** WHAT IS NEEDED **
Find every line in the records below that contains the word "Mosquée", and copy each such line.

** ENTRIES SUPPLIED **
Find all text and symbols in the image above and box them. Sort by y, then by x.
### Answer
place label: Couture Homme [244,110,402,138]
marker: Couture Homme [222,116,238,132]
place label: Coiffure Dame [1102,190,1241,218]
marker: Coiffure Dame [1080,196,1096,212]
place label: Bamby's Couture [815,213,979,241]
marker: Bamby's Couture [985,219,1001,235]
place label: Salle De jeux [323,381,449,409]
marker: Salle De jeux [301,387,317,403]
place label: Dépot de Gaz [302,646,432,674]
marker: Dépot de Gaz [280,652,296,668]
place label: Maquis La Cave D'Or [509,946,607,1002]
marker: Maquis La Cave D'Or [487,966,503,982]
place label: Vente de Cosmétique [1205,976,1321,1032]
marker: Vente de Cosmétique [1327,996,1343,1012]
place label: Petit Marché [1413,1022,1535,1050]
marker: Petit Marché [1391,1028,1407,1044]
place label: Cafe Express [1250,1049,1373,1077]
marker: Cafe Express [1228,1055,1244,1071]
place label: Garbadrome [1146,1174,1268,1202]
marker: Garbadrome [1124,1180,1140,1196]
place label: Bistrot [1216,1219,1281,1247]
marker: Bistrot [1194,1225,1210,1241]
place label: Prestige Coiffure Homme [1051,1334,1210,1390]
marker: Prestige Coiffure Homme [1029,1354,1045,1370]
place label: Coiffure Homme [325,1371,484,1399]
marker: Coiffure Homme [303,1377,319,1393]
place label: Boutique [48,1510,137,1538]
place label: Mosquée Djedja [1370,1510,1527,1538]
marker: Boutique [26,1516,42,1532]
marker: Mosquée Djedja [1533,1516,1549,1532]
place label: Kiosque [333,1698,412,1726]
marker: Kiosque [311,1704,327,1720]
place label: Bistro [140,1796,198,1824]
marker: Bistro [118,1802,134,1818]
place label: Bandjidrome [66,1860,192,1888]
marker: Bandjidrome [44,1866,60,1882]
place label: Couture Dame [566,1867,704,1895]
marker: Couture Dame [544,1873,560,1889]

** WRITTEN RESPONSE **
place label: Mosquée Djedja [1370,1510,1527,1538]
marker: Mosquée Djedja [1533,1516,1549,1532]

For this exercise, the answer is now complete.